Fourteen of his 15 centuries in ODIs have shaped an Indian victory. In all, there have been 42 instances when Sehwag has slammed a fifty or more and the team has won. In Tests, eight of his centuries have come in a winning cause. The selectors did assure him it was not the end of the road in ODIs, but, obviously, Sehwag is not in the scheme of things for the 2015 World Cup. His fitness and form would have to be far superior to those of the youngsters for the selectors to consider his case.

Looking ahead, it would suit Sehwag to concentrate on Tests and provide solidity and experience. With V. V. S. Laxman and Rahul Dravid leaving in succession and Sachin Tendulkar on the verge of calling it a day, Sehwag’s presence would be invaluable for India in Tests until the team management and the selectors identify the replacements.

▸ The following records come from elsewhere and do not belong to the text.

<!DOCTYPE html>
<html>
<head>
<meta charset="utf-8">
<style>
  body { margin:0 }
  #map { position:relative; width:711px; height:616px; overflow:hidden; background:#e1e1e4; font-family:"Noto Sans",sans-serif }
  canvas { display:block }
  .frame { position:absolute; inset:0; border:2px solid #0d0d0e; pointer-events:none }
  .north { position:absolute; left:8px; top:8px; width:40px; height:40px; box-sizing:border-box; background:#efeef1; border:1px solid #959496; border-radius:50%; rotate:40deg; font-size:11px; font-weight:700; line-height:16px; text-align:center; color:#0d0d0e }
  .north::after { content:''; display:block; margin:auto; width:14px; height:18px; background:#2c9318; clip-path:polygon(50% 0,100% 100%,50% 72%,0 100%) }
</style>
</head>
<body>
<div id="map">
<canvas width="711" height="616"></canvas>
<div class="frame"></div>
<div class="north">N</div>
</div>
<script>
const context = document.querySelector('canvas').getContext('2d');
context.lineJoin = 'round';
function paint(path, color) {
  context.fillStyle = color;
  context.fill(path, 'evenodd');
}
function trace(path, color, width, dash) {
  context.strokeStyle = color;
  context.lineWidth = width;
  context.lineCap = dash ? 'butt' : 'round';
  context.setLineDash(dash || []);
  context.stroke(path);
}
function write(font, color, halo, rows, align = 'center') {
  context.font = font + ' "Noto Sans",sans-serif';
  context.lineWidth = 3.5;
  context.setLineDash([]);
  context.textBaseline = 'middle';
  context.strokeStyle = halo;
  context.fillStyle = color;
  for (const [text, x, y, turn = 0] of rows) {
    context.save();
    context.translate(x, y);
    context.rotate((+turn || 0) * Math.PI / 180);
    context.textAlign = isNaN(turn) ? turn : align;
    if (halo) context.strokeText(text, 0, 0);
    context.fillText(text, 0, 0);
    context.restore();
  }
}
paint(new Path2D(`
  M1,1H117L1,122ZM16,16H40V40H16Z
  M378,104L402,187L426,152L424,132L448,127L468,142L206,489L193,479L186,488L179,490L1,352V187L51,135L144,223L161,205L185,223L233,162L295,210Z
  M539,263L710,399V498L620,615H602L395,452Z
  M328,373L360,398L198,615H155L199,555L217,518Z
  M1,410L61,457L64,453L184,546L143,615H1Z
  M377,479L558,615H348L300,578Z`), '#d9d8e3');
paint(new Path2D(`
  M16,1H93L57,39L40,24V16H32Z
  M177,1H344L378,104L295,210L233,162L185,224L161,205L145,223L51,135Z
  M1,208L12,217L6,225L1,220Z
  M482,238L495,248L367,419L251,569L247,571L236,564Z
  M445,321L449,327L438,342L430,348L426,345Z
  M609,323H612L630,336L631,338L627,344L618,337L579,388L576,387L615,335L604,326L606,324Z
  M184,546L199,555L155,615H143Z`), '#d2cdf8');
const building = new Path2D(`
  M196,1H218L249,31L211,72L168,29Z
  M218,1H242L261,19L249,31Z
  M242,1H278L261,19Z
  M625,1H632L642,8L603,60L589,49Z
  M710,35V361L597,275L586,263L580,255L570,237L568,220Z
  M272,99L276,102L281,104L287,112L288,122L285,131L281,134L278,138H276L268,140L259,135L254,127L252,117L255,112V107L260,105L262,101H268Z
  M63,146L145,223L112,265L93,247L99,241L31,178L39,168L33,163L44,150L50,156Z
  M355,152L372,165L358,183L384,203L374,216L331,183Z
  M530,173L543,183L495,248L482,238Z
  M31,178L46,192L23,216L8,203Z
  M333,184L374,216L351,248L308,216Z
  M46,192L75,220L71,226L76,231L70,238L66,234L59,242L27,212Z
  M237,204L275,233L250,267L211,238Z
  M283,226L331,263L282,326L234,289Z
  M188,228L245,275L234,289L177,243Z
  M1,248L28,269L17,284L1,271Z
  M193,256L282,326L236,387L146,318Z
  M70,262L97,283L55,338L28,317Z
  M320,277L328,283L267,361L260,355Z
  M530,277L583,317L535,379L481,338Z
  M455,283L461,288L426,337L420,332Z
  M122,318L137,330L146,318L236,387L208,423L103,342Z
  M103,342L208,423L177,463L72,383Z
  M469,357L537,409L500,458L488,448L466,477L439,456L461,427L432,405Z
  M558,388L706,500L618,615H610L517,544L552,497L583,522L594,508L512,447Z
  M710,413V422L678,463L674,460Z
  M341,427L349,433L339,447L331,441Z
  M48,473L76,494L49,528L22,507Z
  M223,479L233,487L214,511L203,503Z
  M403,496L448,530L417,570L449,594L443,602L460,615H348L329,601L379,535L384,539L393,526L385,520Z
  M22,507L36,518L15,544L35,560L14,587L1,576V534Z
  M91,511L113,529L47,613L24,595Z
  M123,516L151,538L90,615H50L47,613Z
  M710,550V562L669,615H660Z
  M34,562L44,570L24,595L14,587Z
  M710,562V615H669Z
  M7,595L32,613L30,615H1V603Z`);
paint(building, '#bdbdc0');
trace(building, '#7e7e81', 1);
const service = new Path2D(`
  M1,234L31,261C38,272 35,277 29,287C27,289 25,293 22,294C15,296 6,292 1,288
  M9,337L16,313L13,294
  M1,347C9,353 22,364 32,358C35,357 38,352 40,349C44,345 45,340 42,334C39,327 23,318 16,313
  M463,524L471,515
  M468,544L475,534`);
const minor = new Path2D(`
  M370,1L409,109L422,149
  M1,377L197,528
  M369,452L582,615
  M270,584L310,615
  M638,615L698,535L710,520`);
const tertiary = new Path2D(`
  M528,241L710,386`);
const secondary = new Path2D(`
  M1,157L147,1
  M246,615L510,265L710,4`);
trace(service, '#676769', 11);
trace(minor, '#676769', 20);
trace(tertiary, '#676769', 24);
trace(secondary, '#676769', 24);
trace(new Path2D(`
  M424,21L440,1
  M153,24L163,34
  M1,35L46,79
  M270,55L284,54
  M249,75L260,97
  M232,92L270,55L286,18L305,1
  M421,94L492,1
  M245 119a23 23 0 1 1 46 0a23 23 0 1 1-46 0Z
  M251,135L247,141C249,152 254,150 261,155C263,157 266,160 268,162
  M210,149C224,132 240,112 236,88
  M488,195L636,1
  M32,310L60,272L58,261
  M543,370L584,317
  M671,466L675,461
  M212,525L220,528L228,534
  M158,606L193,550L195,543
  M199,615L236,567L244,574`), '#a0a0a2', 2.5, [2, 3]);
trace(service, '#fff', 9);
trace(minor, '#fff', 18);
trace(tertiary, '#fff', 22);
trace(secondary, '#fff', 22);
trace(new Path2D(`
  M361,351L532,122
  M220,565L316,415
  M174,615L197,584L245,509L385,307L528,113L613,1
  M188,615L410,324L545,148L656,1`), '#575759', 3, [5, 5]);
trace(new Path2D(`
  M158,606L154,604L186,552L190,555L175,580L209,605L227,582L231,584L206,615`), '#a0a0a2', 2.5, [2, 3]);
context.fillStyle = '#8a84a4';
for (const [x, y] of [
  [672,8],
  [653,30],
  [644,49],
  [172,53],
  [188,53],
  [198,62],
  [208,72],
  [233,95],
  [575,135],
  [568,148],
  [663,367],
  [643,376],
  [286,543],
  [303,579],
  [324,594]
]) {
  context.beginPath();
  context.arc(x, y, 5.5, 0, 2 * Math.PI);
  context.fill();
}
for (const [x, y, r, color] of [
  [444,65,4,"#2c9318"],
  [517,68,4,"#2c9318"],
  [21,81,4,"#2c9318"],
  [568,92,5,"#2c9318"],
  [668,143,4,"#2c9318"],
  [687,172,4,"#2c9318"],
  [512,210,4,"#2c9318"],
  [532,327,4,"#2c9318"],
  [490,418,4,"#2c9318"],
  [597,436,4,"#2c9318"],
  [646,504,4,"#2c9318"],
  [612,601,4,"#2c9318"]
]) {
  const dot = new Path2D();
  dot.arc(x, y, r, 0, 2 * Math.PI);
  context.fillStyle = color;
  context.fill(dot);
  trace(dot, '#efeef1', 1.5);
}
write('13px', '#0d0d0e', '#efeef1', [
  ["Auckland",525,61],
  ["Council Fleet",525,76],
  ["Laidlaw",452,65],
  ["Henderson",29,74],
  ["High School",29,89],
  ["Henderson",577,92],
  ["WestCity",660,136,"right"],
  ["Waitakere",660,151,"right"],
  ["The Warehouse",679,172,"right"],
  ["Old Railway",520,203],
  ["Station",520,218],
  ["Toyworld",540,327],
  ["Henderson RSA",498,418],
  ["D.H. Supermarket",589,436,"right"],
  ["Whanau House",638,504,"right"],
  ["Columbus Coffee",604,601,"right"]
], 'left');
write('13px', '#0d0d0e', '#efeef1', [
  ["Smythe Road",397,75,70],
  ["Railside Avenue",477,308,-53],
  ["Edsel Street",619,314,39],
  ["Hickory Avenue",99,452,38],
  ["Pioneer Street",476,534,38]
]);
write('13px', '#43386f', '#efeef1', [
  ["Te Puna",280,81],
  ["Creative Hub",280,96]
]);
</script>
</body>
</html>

The talent pool, with the exception of Cheteshwar Pujara and the gifted Virat Kohli, presently looks disappointing.

The list of people who have been inconsistent is long and Sehwag is not the only one. The fascinating point about Sehwag is his reputation of being the most dreaded opponent for every bowler. How can one individual be responsible for the non-performance of a team? Sehwag, with 8273 ODI runs, and with an ability to destroy the bowling with his astounding strokeplay, cannot be that person.

What do you say of a batsman who has never believed in playing for personal glory? When he got out at 195 in Melbourne in 2003, trying to hit the ball for a six, I asked him, “How can you play a shot like that when five runs short of a double century?” His response was so typical, “The fault lies with me. The ball had six runs written all over. I did not connect well.” That reply signifies Sehwag and his cricket: pure, pristine, unfussy and, most importantly, entertaining.

How can one sacrifice a player with such a record as Sehwag to accommodate some non-performers! True, the transition phase is painful for any team, but the Indians have not appeared prepared for the change!

India’s bowlers have also looked woefully out of place. The inconsistency that afflicts bowlers like Ishant Sharma, R. Ashwin, Pragyan Ojha and Ravindra Jadeja is one of the key reasons for India faring poorly against strong oppositions. It is time Suresh Raina, not to forget Gautam Gambhir, also stood up and played their roles.